*** DATASET EXCERPTS ***

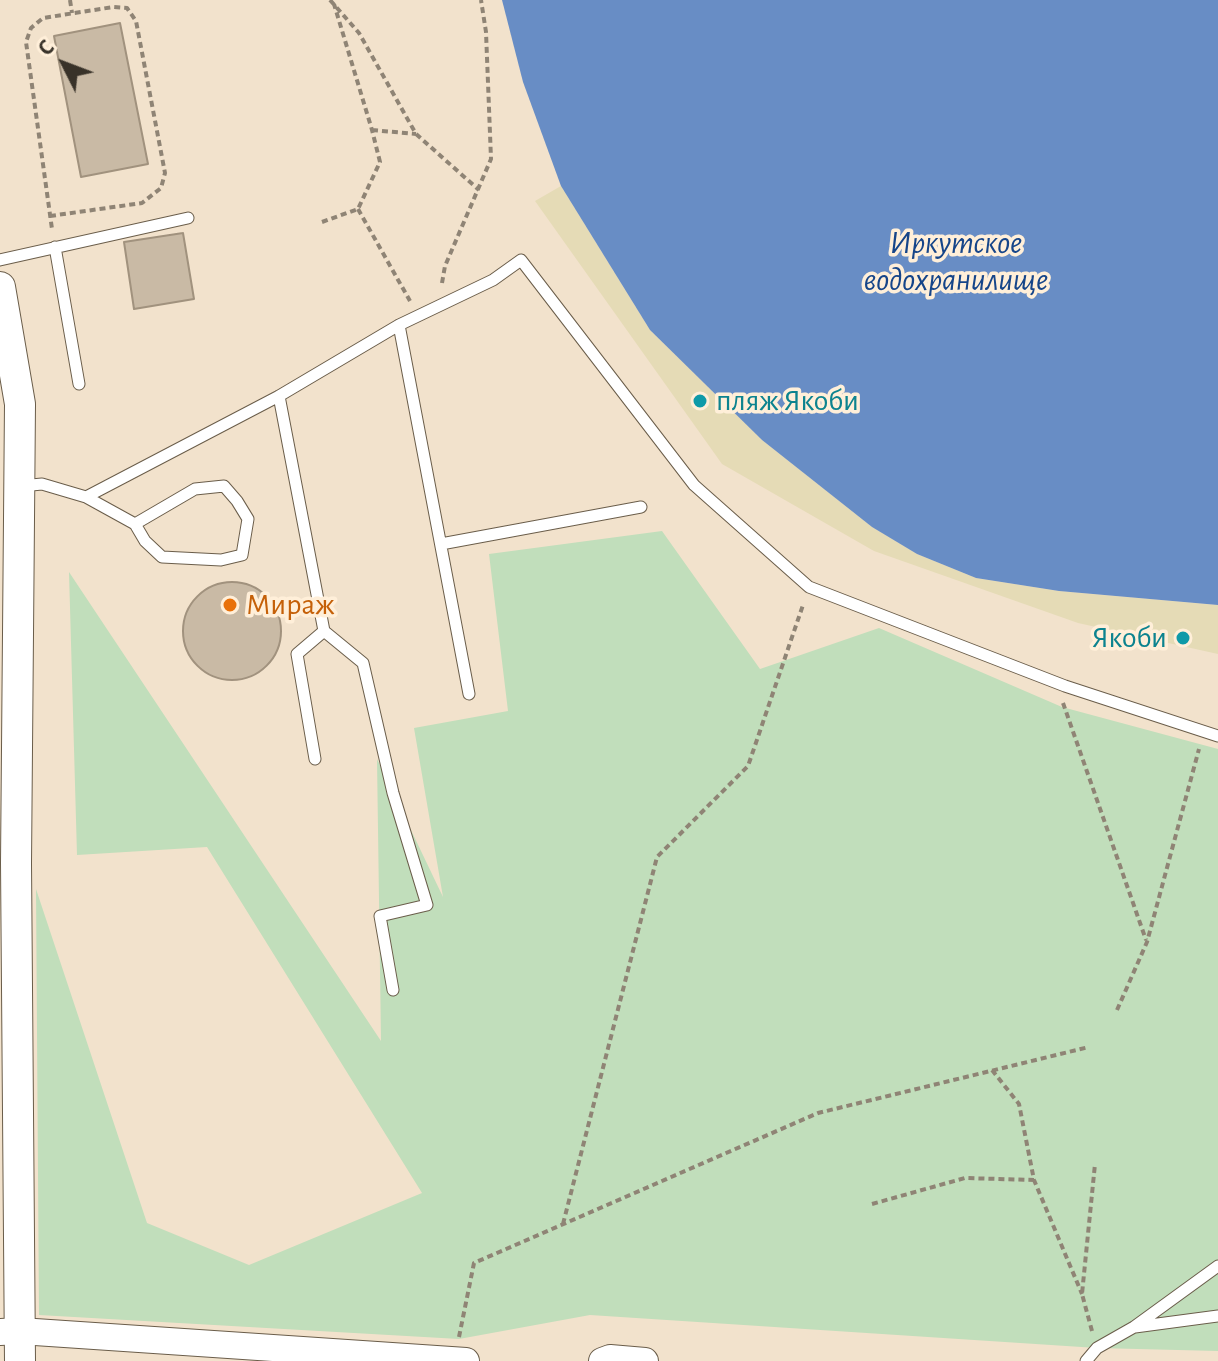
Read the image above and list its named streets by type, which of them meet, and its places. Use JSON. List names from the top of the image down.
{
  "water": ["Иркутское водохранилище"],
  "places": ["пляж Якоби", "Мираж", "Якоби"],
  "north": "top left"
}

*** End of DATASET EXCERPTS ***

Everything in the material must be duplicated exactly, except the pictures.

**EXERCISE SOLUTION**
Read the image above and list its named streets by type, which of them meet, and its places. Use JSON. List names from the top of the image down.
{
  "water": ["Иркутское водохранилище"],
  "places": ["пляж Якоби", "Мираж", "Якоби"],
  "north": "top left"
}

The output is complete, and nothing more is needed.